Here are some unreleased thoughts of Cioran (unreleased in English) about philosophy. It sums up my own sentiment quite fairly.

Translated with Google Translate because I'm lazy, but you'll get the meaning:

>The most stupid thing we can do is to study philosophy. One can study a problem, but it is absurd to merely study… all the problems. To say that I went through that error!

>Essential condition if we want to think, refrain from thinking about philosophy.

>There is nothing more sterilant for a poet to read other poets. Similarly, they read philosophers and nothing (that is what the prof. do), is to condemn oneself to never have one philosophical thought.

>The history of philosophy is the negation of philosophy.

>One of the few advantages I had, it was to have understoof, in twenty years, that philosophy had an answer for anything, and that even its questions were inessential.

>I hate to develop, explain, comment, support, I hate everything that reminds the philosopher, thus the teacher.
> The philosophy: spread a thought (as they say of a dung it stretches, stretches). I do not like the thought picked up, blasted into a formula.

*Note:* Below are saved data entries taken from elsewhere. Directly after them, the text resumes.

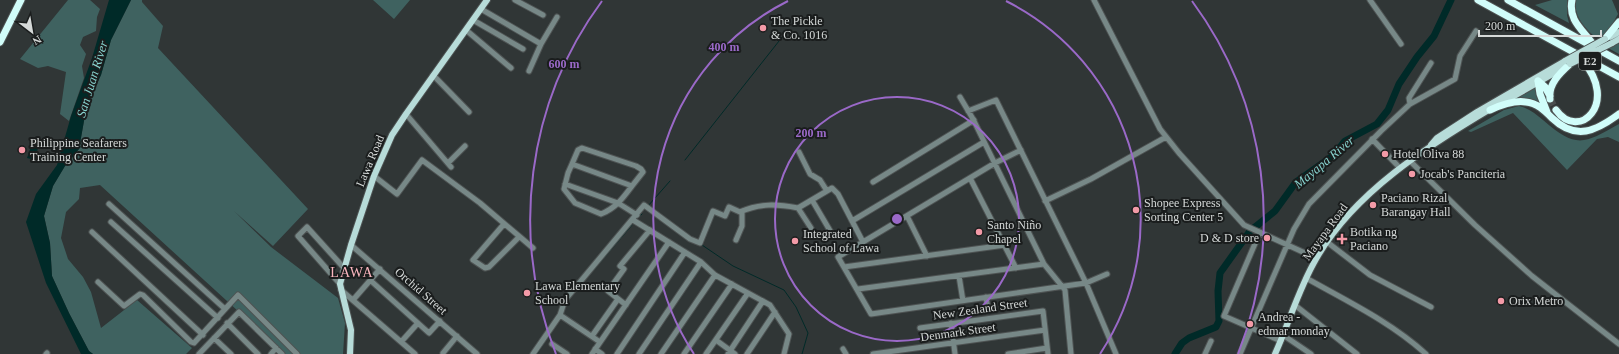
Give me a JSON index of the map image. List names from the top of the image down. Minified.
{"streets":{"highway":["E2"],"main road":["Lawa Road","Mayapa Road"],"street":["Orchid Street","New Zealand Street","Denmark Street"]},"crossings":[["Lawa Road","Orchid Street"],["New Zealand Street","Denmark Street"]],"districts":["LAWA"],"water":["San Juan River","Mayapa River"],"places":{"other":["The Pickle & Co. 1016","Philippine Seafarers Training Center","Hotel Oliva 88","Jocab's Panciteria","Paciano Rizal Barangay Hall","Shopee Express Sorting Center 5","Santo Niño Chapel","D & D store","Integrated School of Lawa","Lawa Elementary School","Orix Metro","Andrea - edmar monday"],"health":["Botika ng Paciano"]},"scale_bar":"200 m","north":"bottom right","rings":["400 m","600 m","200 m"]}
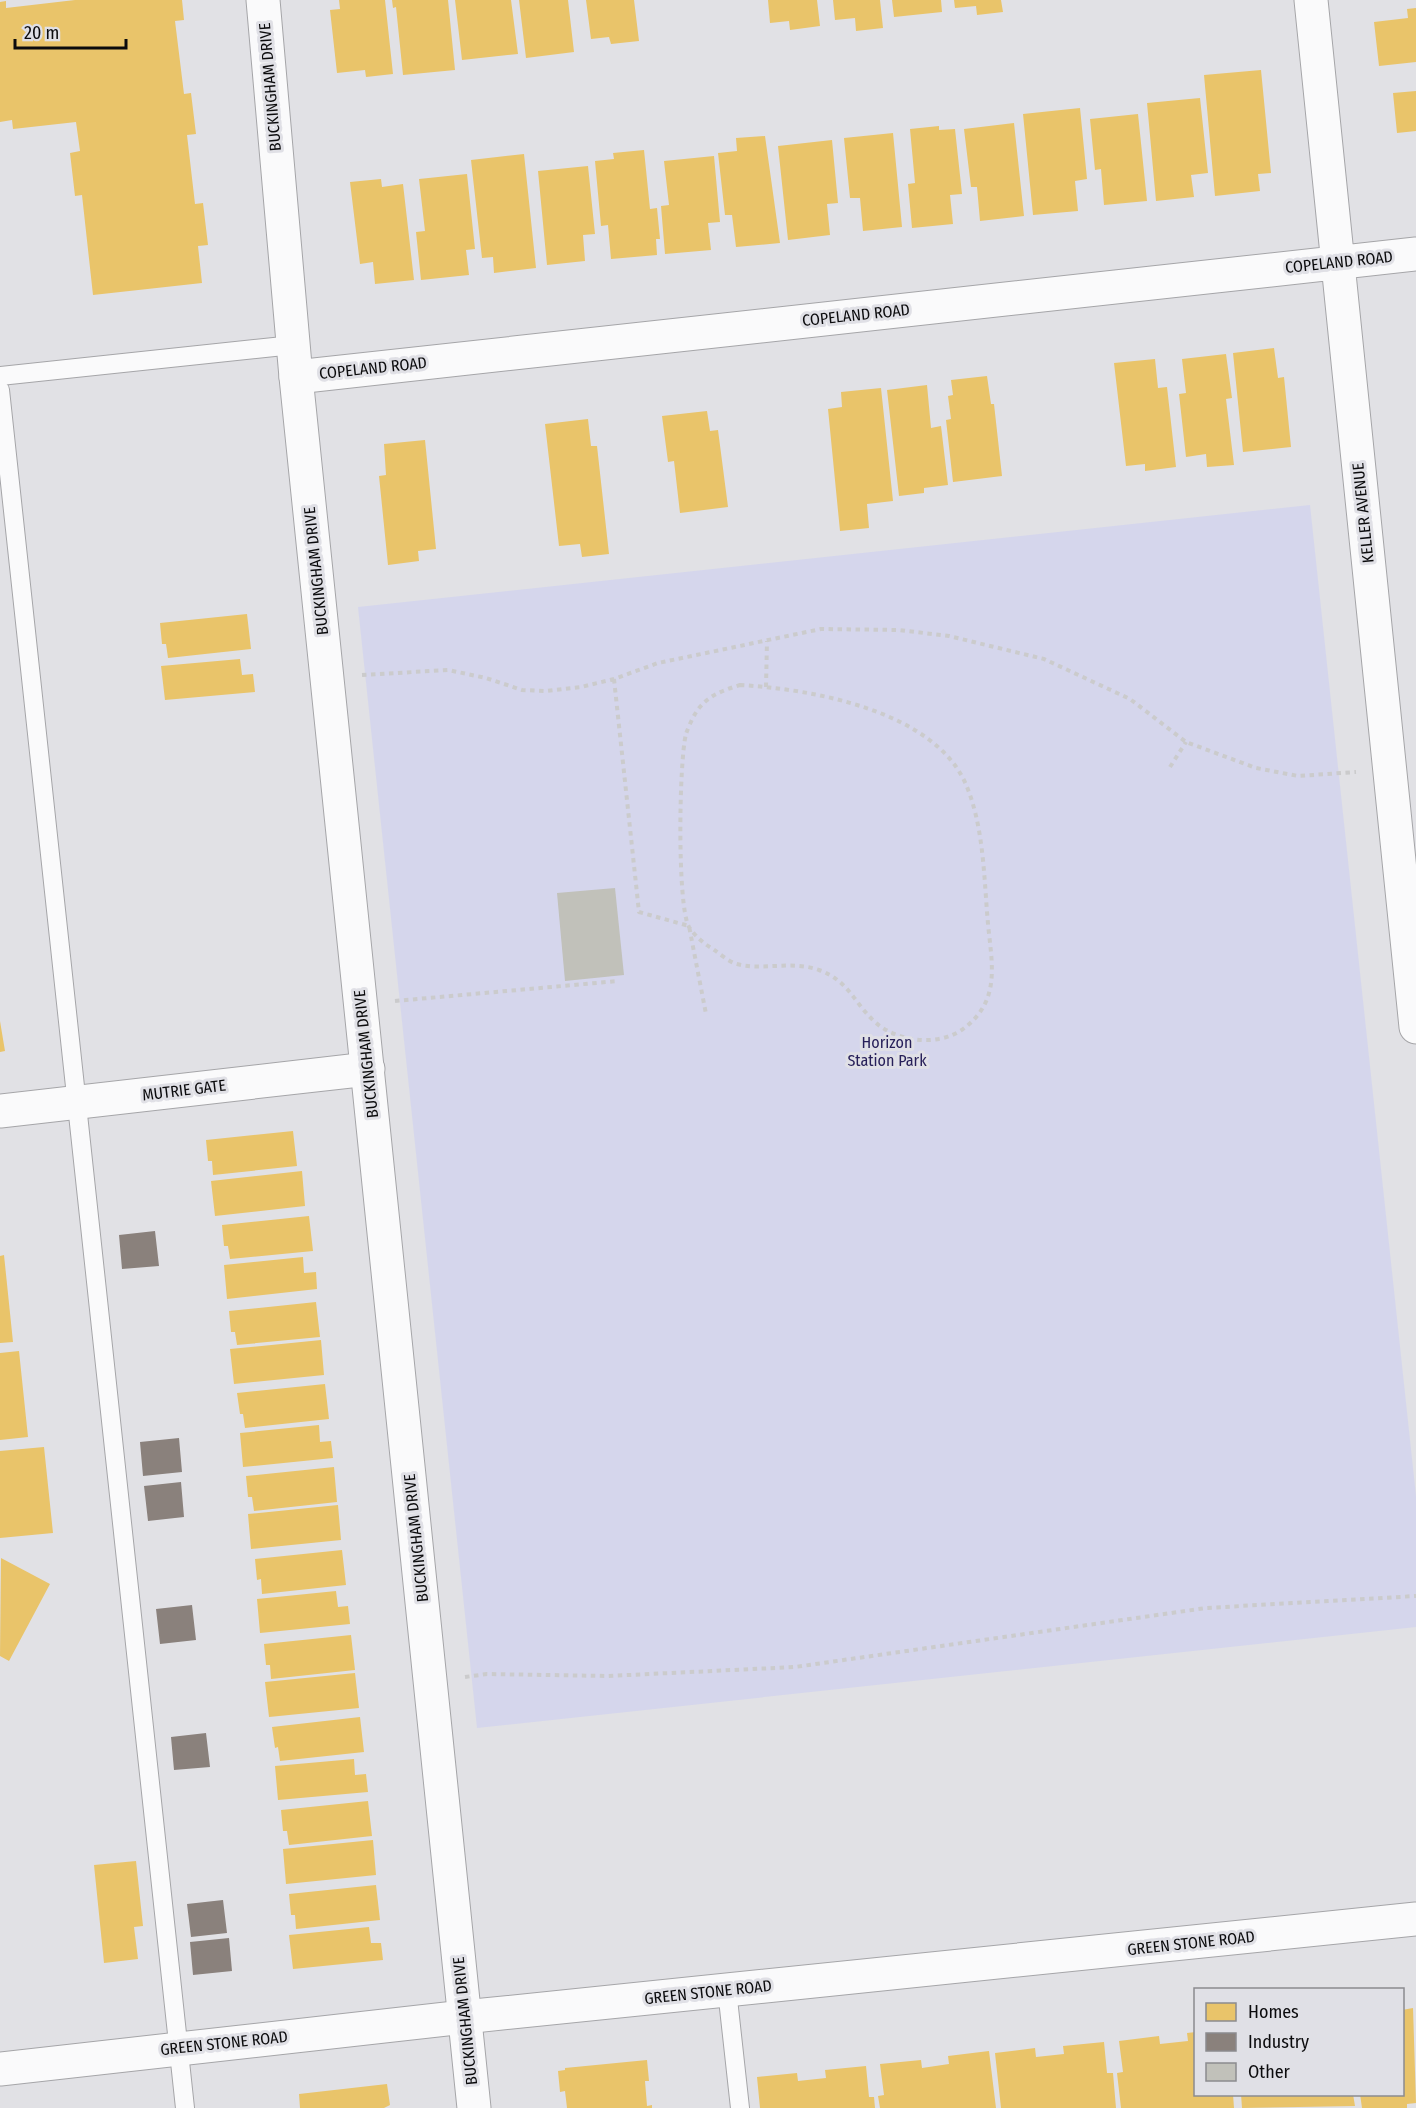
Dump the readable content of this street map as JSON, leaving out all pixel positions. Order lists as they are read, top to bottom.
{
  "streets": {
    "street": [
      "BUCKINGHAM DRIVE",
      "COPELAND ROAD",
      "KELLER AVENUE",
      "MUTRIE GATE",
      "GREEN STONE ROAD"
    ]
  },
  "crossings": [
    ["BUCKINGHAM DRIVE", "COPELAND ROAD"],
    ["BUCKINGHAM DRIVE", "MUTRIE GATE"],
    ["BUCKINGHAM DRIVE", "GREEN STONE ROAD"],
    ["COPELAND ROAD", "KELLER AVENUE"]
  ],
  "parks": ["Horizon Station Park"],
  "legend": ["Homes", "Industry", "Other"],
  "scale_bar": "20 m"
}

> Except Pyrrho, Epicurus and others, Greek philosophy is disappointing: it seeks only the truth ...; on the contrary Hindu philosophy does not pursue the issue: what is otherwise important.

>"This philosophy is not worth an hour of trouble. "- This affirmation of Pascal, I did it unconsciously since my time insomnia, whenever I read or reread a philosopher.

>Sartre managed to make good Heidegger but not good Celine. Counterfeiting is easier in philosophy than in literature. This ambitious who thought wanting was enough to have talent. He has not even managed to give the illusion of "depth" which is very easy for any philosopher who encroaches on the letters.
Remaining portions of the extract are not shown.